───── Exercise material ─────

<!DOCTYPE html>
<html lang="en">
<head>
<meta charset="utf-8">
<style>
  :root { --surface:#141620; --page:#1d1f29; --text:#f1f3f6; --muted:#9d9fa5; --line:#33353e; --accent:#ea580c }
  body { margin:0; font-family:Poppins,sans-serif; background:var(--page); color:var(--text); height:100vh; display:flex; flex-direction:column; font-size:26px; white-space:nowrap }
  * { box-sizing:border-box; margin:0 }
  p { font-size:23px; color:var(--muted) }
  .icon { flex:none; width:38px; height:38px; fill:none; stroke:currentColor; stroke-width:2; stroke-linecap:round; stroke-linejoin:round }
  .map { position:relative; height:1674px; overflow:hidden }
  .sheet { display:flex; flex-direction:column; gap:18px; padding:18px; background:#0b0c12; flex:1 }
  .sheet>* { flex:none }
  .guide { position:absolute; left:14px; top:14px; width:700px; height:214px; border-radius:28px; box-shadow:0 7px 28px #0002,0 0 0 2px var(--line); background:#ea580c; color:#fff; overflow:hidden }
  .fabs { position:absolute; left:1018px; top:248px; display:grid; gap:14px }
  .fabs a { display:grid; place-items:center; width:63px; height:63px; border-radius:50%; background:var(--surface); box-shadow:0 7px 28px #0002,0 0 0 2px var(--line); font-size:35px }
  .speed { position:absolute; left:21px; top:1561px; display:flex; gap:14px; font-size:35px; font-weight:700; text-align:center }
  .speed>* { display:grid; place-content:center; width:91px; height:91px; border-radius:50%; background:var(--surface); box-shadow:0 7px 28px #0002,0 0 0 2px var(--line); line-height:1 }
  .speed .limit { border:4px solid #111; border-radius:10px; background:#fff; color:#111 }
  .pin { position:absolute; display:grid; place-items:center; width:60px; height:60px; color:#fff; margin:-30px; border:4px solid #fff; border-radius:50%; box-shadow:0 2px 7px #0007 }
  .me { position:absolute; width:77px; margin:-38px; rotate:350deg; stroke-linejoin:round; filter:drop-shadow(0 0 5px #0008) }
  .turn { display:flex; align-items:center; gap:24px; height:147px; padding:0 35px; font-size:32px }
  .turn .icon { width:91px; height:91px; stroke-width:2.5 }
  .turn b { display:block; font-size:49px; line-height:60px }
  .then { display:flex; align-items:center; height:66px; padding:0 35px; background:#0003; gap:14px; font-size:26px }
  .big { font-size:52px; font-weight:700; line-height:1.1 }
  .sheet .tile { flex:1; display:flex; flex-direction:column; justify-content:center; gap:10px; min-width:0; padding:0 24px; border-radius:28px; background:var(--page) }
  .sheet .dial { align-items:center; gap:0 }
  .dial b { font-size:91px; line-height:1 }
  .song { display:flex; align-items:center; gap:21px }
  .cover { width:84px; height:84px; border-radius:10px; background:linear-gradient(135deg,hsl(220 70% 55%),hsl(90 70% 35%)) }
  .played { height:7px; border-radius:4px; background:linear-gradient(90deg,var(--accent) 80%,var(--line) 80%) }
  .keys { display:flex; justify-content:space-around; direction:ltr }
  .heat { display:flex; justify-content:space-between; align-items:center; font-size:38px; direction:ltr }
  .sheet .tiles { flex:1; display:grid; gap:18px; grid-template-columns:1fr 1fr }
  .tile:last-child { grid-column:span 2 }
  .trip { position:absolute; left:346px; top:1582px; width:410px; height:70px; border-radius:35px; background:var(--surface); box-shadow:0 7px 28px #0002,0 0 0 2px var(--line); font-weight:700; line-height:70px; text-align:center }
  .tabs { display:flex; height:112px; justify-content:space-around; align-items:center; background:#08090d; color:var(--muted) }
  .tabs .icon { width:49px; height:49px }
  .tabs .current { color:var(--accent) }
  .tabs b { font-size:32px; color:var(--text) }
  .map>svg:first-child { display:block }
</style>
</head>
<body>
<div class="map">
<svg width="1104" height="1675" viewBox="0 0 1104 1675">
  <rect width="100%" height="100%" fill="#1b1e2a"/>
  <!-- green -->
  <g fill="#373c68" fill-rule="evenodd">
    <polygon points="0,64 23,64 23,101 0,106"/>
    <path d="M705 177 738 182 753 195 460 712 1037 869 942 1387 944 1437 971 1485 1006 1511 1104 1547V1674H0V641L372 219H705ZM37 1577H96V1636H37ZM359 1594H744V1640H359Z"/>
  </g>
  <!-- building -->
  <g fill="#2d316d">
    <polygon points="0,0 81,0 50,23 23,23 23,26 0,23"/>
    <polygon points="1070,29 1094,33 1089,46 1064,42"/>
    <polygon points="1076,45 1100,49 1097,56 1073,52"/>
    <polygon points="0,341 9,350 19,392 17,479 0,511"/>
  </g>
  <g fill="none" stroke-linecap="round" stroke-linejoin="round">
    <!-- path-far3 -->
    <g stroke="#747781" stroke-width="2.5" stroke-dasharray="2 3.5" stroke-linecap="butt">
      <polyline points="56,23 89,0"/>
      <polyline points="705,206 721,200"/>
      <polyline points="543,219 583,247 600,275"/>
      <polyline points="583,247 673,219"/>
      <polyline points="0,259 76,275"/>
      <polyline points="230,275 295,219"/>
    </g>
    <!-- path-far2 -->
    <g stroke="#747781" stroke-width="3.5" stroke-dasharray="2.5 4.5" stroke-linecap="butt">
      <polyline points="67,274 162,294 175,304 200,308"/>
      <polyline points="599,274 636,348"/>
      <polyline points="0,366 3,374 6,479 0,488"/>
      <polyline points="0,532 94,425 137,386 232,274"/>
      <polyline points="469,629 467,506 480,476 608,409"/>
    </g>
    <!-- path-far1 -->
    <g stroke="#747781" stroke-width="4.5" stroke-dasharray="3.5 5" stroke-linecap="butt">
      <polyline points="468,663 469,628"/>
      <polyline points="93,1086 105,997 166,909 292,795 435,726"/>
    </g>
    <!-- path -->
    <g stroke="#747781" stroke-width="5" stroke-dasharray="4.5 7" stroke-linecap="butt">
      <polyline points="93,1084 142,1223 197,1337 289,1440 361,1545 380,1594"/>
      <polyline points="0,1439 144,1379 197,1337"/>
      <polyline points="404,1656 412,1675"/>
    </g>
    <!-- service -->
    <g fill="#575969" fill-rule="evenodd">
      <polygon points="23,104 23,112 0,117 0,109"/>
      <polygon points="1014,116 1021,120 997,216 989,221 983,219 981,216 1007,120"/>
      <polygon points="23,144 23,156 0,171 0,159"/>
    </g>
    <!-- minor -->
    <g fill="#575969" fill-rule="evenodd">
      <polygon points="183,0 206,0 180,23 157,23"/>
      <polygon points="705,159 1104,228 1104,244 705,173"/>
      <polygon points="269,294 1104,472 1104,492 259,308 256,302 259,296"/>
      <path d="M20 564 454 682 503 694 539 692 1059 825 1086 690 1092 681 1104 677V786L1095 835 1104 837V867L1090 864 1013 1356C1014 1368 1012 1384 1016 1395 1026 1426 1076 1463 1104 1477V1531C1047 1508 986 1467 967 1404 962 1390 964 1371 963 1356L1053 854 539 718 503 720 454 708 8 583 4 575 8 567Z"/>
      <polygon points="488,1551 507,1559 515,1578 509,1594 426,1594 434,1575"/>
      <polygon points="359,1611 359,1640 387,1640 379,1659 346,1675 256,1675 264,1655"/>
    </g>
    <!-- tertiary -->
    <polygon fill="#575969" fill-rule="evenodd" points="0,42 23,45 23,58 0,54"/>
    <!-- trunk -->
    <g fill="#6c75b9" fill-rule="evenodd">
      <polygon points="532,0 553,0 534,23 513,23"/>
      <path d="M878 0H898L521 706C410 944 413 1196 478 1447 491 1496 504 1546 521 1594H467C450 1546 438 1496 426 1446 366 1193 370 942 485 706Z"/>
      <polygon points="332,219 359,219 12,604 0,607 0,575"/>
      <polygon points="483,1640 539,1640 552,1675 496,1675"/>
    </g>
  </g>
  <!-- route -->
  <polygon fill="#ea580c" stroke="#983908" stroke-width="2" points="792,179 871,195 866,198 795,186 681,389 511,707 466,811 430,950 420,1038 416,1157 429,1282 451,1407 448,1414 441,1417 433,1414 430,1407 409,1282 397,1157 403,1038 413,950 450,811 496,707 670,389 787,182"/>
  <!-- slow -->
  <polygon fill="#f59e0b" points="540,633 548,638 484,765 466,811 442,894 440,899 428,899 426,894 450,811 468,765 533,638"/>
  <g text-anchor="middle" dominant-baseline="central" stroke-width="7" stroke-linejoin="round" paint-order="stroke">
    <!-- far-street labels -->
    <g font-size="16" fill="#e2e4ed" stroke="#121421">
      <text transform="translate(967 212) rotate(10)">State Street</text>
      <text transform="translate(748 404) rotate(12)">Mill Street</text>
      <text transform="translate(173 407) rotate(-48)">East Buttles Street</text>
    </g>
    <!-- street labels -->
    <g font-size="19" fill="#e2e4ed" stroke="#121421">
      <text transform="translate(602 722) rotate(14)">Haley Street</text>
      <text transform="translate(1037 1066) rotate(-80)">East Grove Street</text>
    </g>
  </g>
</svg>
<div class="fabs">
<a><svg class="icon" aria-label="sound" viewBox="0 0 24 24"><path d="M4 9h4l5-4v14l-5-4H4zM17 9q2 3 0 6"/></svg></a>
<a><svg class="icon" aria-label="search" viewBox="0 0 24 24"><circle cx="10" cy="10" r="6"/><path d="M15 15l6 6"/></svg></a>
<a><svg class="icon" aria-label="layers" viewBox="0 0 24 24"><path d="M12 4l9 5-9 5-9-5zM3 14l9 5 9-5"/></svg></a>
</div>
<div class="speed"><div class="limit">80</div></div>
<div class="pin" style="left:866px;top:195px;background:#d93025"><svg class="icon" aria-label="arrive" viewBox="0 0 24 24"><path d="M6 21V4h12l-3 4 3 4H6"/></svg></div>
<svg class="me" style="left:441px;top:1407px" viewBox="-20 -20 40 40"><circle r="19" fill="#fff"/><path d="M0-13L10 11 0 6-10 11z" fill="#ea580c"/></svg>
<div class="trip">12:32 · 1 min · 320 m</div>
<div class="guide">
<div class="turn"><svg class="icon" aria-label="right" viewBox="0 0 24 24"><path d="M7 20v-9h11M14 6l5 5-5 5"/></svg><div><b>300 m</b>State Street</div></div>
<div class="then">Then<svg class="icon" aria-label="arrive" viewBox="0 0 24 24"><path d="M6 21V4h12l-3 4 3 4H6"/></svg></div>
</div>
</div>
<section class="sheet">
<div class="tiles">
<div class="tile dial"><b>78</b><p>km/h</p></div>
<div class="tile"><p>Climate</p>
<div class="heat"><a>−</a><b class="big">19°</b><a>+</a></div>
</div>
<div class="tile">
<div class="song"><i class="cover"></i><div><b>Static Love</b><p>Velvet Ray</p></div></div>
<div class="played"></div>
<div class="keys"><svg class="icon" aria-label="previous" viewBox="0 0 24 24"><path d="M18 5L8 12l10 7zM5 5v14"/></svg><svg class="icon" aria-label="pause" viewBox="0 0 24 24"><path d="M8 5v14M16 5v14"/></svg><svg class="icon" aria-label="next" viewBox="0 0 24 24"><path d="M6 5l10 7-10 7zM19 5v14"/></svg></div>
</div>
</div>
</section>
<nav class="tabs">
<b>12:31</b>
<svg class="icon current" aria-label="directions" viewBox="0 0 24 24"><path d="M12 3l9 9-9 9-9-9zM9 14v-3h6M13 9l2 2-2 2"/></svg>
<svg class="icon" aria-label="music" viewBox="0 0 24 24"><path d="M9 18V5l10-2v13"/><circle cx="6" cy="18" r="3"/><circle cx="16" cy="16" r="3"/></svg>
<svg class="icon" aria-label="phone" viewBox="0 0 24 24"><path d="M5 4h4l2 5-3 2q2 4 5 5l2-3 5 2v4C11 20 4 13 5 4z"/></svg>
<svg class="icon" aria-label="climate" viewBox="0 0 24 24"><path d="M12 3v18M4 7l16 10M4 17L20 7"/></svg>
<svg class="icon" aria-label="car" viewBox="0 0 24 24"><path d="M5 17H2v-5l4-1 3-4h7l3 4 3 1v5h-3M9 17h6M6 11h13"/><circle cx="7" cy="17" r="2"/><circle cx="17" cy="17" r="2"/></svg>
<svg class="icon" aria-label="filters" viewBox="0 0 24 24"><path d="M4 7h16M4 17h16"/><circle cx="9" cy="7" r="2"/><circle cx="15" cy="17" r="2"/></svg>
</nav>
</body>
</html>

─────

» **Exercise**
If a line in the entries above contains "State", it counts toward the total; give only that total.

» **Result of this exercise**
2